After the week of July 11, Carreno has 25 wins, six seconds and 13 third-place finishes in 77 starts. Chow is next with 15 wins, seven seconds and 11 thirds in 82 mounts while Renaldo Cumberbatch is third with 14 wins, 21 seconds and 11 thirds in 77 starts. This past week, Carreno had two wins on Monday night, one on Tuesday and three more on Wednesday and what was a five-win lead two weeks ago is now a 10-win lead.
On Monday, Carreno rode winning horses trained by Carl Anderson and Brent Hrymak. On Tuesday, he rode a winner for the great Shelley Brown. And, also on Tuesday, he rode Fox Appeal for Jared Brown to victory and then on Wednesday rode Singandcryindubai to a win for Brown once again. The team of Carreno and Brown that was forged last year, has been a winning combination again this season.
“Jared has done a great job and given me some very good horses to ride,” Carreno said. “He works very hard and he always has his horses ready. Also, they are always in such good condition. He’s there every morning working really hard and it shows, you know.”
Carreno has yet to secure himself a ride in this year’s Derby although he’s prepared to be on one of 10 horses that are expected to race in the biggest race of the year. He will, however, be in full display on Derby Day, Monday, Aug. 1, as two other stakes races head to the starting gate – the $50,000 Harvey Warner Manitoba Mile for three-year-olds and upward and the $50,000 Escape Clause Stakes for fillies and mares, three-years-old and upward.
Carreno is certainly a veteran of big races. Last year, he won the 1,500th race of his career on trainer Lise Pruitt’s Amy On Tour. His first graded stakes win came in 2012 at the Canadian Derby in Edmonton, 10 years after he’d started his career. And in 2017, he rode in the Preakness Stakes, becoming one of the few Assiniboia Downs regulars ever to have ridden in a Triple Crown race.
“We finished fifth in that race,” Carrreno said. “That was a big race, the biggest race for me ever. That was exciting.”
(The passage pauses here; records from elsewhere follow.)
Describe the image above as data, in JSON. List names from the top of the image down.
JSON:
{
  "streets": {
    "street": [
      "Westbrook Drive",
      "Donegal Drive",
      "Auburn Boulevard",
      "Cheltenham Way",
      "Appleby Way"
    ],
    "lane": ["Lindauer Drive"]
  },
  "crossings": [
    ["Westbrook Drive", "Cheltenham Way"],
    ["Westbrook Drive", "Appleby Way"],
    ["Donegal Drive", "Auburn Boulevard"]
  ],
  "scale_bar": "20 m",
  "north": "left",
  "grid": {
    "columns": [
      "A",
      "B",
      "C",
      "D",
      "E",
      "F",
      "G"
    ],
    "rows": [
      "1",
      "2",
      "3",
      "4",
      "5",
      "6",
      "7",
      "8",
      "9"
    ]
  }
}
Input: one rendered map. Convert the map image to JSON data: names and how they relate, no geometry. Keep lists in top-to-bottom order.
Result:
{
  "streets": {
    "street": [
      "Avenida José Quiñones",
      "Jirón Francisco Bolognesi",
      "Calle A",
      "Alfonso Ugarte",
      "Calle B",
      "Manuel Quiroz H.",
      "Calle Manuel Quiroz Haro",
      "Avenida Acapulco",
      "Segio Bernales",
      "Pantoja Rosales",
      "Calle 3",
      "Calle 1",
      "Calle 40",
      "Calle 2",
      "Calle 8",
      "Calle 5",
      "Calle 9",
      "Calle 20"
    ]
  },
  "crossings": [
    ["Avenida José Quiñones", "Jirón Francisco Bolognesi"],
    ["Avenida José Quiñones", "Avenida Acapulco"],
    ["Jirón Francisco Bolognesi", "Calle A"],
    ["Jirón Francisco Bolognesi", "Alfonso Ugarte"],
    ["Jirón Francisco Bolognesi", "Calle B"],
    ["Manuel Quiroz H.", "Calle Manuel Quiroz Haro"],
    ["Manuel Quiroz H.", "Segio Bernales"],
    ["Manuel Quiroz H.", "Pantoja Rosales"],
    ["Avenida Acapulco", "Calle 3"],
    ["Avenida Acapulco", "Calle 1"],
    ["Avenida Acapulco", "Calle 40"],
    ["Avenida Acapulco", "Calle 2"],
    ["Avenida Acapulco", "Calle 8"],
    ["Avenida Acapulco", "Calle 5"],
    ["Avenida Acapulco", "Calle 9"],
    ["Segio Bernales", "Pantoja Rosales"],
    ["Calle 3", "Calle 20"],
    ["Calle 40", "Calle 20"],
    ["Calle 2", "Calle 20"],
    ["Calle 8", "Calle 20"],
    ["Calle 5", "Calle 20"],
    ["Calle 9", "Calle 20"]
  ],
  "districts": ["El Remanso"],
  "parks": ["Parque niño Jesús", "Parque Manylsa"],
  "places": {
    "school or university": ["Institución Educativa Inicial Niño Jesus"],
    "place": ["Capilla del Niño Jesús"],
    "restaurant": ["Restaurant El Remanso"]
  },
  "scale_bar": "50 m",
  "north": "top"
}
Carreno first rode professionally in the United States in 2002. At first, he accompanied his dad to meets at Fairmount, Hawthorne and Arlington parks but when his father returned to Mexico after one of those meets, Jorge stayed behind, working the barns, galloping when he came of age and then riding. His first winner back in 2002 was a 30-1 longshot named Never Chance at Fairmount Park. Since then, he has raced just about everywhere.
“I wasn’t a jockey in Mexico, I started in the United States,” said Carreno, who has three daughters with his wife Maria. “I went from Mexico to Illinois with my father and I started racing at Fairmount. I’ve ridden at more than 17 tracks. All the California tracks – Santa Anita, Del Mar, Golden Gate — Emerald Downs in Seattle, Oak Lawn, Fairmount, Canterbury, Alberta, a lot of tracks.”
Carreno is a four-time champion jockey, twice at Turf Paradise in Phoenix. However, in the last couple of years, he had battled some injuries and was looking for a new challenge when ASD came calling.
“I was injured and at home and I got a call from my friend Mike Pierce who told me to come here to Winnipeg,” Carreno said. “I asked him what it was like here and he told me I should come and will get to ride to some good horses.
“So, I called here and I talked to them and they told me that they would like me to come here and so I’m here. It’s been a good place to make a comeback.”
Indeed.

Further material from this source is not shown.